Era un puente bastante largo. Tenía un kilómetro aproximadamente, quizá algo menos, quizá algo más. Era de origen romano, pero su historia era larga como él mismo y se había reconstruido varias veces.
Cada vez que lo atravesaba veía pasar los coches, bastante rápido, un tráfico a menudo muy intenso. Y pensaba.
Pensaba en lo bueno y en lo malo de su vida, en lo que le empujaba a seguir viviendo, en todo lo bueno que le había pasado y en lo malo que le había ocurrido. En los pros y en los contras. Y pensaba que qué ocurriría si se arrojaba a la carretera y dejaba que uno de esos coches, quizá varios, uno detrás de otro, acabara con su vida.

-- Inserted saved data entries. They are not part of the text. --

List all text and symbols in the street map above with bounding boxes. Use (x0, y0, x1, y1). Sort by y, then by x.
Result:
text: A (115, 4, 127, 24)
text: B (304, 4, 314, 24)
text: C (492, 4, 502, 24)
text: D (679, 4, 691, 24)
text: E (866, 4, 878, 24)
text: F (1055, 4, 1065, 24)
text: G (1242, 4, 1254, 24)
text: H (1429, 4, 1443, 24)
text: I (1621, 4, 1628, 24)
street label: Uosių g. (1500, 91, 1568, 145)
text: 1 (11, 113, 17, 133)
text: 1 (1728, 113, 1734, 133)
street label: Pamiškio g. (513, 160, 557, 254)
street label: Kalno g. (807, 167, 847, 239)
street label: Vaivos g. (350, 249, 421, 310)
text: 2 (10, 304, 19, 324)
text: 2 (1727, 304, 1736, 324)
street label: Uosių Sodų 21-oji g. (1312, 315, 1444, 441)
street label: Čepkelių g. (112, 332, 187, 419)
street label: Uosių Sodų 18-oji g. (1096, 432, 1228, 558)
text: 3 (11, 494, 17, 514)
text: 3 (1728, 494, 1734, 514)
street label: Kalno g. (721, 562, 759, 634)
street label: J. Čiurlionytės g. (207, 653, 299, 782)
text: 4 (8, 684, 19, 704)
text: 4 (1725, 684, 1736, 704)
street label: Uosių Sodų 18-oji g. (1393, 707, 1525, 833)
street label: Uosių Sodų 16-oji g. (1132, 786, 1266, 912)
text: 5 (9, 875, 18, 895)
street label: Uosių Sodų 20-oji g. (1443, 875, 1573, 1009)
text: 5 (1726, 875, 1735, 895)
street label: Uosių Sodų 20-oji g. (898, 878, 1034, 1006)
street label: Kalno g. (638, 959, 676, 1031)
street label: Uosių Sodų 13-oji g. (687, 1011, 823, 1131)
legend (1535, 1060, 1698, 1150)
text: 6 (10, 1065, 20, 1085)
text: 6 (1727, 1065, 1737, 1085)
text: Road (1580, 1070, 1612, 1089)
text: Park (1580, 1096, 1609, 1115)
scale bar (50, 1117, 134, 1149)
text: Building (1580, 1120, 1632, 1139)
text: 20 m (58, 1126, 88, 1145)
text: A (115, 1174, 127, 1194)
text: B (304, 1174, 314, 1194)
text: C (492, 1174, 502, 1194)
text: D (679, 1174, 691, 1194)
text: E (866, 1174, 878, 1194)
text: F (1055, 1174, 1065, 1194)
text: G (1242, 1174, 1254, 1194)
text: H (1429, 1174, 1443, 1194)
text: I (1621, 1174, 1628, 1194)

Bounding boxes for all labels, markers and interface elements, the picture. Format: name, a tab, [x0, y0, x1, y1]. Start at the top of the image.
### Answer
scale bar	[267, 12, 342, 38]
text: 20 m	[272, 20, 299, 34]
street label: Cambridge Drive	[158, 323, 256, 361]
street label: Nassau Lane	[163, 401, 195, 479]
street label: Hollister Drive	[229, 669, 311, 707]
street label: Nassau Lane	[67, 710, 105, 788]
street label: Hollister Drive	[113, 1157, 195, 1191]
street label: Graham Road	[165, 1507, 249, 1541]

Y cada coche que veía pasar, rápido, no sabía si algo más deprisa de lo que estaba permitido en aquel lugar, le recordaba una razón para vivir o para morir.
El día estaba despejado. Tenían mucho sol. Era una tarde de playa, de verano, bella, hermosa. Apenas había nubes en el cielo. Y los coches, delante de él, pasaban raudos, de las más diversas marcas, de los más diferentes precios, coches buenos y no tan buenos, algunos excelentes, caros.
El puente también era hermoso. Todavía parecía romano. Debían de haber respetado el diseño romano.